§ **Your objective**
Could you return the lines below exactly, from the first line up to and including the line that holds "Give bounding boxes for all text and symbols in the"?
--- Records provided Enclosed Below ---
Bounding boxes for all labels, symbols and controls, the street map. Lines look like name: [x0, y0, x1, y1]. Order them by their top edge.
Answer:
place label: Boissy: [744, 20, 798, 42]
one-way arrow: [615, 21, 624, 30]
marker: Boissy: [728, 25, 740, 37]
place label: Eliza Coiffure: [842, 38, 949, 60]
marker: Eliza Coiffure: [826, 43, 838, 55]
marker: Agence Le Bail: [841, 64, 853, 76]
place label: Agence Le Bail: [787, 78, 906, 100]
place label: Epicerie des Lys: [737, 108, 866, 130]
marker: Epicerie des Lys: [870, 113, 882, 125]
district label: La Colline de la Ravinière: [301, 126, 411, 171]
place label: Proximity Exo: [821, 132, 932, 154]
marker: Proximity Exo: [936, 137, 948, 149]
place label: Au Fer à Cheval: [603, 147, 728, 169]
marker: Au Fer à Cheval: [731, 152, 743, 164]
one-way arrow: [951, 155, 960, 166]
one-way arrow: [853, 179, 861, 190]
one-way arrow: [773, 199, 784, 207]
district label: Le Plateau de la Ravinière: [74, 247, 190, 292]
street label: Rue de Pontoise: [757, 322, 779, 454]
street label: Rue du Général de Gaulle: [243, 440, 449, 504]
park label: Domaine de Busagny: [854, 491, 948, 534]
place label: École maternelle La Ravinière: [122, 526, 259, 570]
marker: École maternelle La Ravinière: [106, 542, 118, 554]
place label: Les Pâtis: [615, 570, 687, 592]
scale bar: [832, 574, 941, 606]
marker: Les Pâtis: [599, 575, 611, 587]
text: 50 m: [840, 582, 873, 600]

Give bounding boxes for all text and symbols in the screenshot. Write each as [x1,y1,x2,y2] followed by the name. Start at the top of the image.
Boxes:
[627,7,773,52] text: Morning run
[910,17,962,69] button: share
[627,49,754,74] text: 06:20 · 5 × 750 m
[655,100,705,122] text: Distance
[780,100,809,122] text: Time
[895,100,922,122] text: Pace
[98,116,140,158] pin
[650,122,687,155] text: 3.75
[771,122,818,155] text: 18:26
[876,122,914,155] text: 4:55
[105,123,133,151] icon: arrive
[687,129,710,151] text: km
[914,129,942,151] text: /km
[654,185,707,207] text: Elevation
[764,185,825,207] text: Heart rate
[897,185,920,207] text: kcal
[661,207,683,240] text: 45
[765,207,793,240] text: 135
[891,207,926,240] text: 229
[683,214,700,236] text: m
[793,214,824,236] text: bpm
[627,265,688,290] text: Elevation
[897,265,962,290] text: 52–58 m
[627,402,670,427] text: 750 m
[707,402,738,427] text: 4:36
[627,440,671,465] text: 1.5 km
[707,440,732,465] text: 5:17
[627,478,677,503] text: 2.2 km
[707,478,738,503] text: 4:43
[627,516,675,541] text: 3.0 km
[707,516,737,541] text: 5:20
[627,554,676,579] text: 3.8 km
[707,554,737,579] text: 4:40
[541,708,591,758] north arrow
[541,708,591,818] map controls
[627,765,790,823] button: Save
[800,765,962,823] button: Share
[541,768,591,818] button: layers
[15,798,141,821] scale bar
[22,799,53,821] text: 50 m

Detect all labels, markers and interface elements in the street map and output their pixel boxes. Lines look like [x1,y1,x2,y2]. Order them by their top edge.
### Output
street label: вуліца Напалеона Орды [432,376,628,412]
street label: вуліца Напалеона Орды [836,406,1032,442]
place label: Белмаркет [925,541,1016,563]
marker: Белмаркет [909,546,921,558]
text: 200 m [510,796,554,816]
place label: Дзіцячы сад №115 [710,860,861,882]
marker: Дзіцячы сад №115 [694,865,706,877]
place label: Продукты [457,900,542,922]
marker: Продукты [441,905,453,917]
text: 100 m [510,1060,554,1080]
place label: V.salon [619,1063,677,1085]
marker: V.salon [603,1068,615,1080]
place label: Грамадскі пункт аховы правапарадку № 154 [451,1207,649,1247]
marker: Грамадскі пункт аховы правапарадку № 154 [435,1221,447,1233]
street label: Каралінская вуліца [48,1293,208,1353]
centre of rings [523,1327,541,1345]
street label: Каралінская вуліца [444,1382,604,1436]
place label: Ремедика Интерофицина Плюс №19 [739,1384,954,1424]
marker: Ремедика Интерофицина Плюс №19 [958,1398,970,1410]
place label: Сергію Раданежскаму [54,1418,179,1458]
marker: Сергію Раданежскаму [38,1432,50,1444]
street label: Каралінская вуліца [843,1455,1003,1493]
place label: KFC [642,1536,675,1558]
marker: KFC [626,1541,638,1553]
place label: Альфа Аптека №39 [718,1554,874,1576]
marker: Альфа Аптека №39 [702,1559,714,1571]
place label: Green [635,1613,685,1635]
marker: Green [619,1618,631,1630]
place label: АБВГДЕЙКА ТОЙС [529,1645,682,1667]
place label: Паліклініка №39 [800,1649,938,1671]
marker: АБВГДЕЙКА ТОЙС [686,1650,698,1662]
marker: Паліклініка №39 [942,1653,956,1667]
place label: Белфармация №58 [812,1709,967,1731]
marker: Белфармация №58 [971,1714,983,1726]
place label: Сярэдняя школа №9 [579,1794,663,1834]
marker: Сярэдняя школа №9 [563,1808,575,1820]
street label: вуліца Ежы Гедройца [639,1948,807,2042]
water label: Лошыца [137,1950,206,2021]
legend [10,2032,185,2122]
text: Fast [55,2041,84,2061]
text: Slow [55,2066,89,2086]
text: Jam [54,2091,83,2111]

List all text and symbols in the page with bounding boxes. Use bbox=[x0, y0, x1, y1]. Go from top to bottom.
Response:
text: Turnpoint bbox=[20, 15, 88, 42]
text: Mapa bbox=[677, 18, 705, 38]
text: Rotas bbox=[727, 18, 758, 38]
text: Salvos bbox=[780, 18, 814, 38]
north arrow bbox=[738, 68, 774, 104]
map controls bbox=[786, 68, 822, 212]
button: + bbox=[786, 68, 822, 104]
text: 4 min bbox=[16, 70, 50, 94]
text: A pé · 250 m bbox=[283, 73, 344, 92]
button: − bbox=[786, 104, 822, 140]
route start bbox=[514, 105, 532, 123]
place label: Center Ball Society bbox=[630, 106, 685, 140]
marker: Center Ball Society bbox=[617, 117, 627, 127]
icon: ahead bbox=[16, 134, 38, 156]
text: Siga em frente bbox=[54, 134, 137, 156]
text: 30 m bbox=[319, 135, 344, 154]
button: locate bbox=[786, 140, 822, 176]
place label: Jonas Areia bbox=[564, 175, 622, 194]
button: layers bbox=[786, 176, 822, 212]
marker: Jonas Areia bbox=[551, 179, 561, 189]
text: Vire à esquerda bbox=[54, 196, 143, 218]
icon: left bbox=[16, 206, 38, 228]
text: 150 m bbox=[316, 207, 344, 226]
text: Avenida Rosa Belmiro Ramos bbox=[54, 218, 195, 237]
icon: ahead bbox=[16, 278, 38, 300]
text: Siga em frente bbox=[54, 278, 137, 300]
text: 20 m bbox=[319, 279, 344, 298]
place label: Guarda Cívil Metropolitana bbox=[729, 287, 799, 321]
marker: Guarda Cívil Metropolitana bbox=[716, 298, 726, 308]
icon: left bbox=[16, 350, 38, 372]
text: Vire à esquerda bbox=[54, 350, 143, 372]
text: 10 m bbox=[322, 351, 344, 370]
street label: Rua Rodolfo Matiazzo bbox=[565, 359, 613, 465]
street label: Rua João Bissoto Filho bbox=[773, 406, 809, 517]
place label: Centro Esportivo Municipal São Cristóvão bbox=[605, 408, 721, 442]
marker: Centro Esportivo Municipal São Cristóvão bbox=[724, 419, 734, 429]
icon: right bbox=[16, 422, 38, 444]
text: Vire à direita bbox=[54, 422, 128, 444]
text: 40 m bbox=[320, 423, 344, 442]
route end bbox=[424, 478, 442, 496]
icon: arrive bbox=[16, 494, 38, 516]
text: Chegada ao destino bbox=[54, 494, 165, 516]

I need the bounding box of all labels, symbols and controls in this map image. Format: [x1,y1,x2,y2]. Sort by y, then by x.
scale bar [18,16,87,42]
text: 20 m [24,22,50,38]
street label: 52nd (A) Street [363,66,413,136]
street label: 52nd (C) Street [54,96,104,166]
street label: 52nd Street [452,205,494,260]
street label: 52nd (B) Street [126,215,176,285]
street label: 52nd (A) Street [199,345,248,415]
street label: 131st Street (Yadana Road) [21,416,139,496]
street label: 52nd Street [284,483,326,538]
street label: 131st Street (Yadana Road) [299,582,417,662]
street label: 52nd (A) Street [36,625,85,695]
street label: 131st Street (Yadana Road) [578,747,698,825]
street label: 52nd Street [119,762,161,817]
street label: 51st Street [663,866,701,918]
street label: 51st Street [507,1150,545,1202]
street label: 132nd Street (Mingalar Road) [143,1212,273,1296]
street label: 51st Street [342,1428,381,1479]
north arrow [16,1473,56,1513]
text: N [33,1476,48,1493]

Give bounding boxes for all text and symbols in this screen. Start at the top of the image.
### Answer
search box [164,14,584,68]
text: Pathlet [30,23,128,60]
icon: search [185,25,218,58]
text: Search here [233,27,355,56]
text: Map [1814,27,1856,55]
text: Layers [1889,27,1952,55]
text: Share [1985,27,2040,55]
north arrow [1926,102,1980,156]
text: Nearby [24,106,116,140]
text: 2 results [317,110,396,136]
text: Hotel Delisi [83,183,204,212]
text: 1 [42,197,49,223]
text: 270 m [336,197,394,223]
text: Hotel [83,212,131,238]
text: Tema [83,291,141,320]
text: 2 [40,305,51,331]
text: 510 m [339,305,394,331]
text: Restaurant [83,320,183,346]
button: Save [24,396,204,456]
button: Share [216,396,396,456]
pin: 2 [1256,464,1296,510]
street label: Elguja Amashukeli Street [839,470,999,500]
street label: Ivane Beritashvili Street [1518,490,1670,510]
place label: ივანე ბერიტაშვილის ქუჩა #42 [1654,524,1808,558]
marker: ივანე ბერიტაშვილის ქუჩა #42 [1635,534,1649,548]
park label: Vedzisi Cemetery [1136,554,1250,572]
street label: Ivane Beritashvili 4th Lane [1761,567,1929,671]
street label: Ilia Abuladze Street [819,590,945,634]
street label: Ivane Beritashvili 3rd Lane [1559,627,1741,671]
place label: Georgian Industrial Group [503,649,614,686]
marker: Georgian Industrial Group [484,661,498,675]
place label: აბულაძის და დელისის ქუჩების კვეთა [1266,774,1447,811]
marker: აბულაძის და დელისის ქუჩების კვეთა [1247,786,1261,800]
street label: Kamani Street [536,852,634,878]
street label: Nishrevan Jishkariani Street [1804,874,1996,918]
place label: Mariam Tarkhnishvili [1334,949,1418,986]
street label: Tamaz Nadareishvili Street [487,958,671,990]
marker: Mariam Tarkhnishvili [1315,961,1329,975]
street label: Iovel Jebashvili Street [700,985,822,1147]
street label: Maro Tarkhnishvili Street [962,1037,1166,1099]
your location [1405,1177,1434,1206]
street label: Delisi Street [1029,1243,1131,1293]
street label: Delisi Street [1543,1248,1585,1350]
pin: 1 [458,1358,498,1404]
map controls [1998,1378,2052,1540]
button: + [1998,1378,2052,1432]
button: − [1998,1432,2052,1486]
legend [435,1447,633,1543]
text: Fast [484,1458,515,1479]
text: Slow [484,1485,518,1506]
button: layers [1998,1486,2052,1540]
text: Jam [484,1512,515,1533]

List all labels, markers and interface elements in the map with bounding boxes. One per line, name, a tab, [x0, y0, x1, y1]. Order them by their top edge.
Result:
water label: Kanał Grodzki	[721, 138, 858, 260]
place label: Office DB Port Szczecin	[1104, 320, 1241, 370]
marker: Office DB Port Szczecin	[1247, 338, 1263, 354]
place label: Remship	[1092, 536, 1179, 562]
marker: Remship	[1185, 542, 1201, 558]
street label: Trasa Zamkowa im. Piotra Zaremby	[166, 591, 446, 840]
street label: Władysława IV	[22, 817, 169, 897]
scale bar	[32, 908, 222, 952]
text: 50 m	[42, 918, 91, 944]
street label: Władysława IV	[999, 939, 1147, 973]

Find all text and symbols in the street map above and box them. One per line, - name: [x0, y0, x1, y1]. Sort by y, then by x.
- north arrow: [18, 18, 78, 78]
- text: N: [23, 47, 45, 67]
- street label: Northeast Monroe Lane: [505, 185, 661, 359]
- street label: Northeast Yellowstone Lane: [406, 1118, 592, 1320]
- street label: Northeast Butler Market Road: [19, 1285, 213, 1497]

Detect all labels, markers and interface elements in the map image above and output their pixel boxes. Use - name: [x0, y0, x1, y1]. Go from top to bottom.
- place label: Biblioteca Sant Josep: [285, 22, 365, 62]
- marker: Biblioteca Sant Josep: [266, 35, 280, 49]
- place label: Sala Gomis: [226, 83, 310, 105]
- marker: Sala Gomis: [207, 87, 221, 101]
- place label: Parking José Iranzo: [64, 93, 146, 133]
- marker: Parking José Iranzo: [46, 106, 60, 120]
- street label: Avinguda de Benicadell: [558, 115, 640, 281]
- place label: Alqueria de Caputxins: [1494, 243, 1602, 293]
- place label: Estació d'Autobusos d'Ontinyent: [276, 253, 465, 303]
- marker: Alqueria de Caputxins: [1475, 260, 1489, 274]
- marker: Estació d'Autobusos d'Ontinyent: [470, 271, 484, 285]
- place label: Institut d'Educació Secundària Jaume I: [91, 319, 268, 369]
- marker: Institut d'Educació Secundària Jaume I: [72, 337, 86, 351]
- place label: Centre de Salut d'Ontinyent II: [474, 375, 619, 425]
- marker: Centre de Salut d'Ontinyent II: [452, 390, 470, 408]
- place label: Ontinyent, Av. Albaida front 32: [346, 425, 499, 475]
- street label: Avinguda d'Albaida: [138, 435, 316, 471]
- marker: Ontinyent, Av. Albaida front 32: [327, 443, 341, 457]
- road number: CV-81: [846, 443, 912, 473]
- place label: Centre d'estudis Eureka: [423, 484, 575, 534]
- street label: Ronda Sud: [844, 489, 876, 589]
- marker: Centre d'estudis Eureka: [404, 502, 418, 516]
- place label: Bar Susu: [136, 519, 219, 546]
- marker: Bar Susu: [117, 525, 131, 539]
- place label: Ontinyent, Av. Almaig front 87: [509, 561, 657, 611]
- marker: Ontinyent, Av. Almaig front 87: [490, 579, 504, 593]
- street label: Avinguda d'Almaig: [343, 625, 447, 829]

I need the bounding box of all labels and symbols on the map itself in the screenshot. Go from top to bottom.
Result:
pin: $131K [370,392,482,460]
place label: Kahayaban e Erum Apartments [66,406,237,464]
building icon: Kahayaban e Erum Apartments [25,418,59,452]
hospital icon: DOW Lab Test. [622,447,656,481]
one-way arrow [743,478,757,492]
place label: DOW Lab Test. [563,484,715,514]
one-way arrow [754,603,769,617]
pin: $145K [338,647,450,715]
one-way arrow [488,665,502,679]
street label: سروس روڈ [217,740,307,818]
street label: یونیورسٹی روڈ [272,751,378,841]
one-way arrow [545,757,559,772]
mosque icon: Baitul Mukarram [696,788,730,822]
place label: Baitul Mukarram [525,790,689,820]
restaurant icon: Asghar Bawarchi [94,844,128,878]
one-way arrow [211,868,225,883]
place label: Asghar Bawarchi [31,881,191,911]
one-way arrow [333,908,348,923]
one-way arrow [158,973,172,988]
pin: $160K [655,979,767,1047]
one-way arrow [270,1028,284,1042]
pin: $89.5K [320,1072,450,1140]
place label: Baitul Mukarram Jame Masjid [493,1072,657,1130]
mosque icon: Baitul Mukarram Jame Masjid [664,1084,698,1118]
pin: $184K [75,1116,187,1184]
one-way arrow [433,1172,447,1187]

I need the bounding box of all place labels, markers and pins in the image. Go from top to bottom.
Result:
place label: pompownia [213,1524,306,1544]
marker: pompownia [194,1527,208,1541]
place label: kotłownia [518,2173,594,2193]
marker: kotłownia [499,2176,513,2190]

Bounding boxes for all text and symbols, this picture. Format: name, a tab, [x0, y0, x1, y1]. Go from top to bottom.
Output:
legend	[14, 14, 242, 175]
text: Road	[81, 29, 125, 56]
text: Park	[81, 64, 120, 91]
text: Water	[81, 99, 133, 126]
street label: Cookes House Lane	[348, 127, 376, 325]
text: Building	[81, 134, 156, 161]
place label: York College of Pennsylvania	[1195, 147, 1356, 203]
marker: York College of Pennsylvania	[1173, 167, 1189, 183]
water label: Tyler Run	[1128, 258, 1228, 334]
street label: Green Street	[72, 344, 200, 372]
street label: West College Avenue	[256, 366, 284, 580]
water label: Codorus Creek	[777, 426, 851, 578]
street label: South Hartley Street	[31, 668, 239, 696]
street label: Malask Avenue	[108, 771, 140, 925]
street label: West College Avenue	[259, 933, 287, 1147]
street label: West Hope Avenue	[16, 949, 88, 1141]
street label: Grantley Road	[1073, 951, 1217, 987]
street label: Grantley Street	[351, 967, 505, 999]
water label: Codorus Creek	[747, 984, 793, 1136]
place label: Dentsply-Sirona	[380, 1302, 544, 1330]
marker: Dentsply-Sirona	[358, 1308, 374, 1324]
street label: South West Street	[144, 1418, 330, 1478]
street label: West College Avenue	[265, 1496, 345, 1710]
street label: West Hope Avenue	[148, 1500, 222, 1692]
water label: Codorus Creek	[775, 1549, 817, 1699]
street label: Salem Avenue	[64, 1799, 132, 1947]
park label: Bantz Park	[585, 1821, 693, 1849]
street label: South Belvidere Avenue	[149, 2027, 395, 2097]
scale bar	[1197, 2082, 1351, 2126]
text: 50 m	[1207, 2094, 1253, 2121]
--- End of Enclosed Records provided ---
§ **Worked solution**
Bounding boxes for all labels, symbols and controls, the street map. Lines look like name: [x0, y0, x1, y1]. Order them by their top edge.
Answer:
place label: Boissy: [744, 20, 798, 42]
one-way arrow: [615, 21, 624, 30]
marker: Boissy: [728, 25, 740, 37]
place label: Eliza Coiffure: [842, 38, 949, 60]
marker: Eliza Coiffure: [826, 43, 838, 55]
marker: Agence Le Bail: [841, 64, 853, 76]
place label: Agence Le Bail: [787, 78, 906, 100]
place label: Epicerie des Lys: [737, 108, 866, 130]
marker: Epicerie des Lys: [870, 113, 882, 125]
district label: La Colline de la Ravinière: [301, 126, 411, 171]
place label: Proximity Exo: [821, 132, 932, 154]
marker: Proximity Exo: [936, 137, 948, 149]
place label: Au Fer à Cheval: [603, 147, 728, 169]
marker: Au Fer à Cheval: [731, 152, 743, 164]
one-way arrow: [951, 155, 960, 166]
one-way arrow: [853, 179, 861, 190]
one-way arrow: [773, 199, 784, 207]
district label: Le Plateau de la Ravinière: [74, 247, 190, 292]
street label: Rue de Pontoise: [757, 322, 779, 454]
street label: Rue du Général de Gaulle: [243, 440, 449, 504]
park label: Domaine de Busagny: [854, 491, 948, 534]
place label: École maternelle La Ravinière: [122, 526, 259, 570]
marker: École maternelle La Ravinière: [106, 542, 118, 554]
place label: Les Pâtis: [615, 570, 687, 592]
scale bar: [832, 574, 941, 606]
marker: Les Pâtis: [599, 575, 611, 587]
text: 50 m: [840, 582, 873, 600]

Give bounding boxes for all text and symbols in the screenshot. Write each as [x1,y1,x2,y2] followed by the name. Start at the top of the image.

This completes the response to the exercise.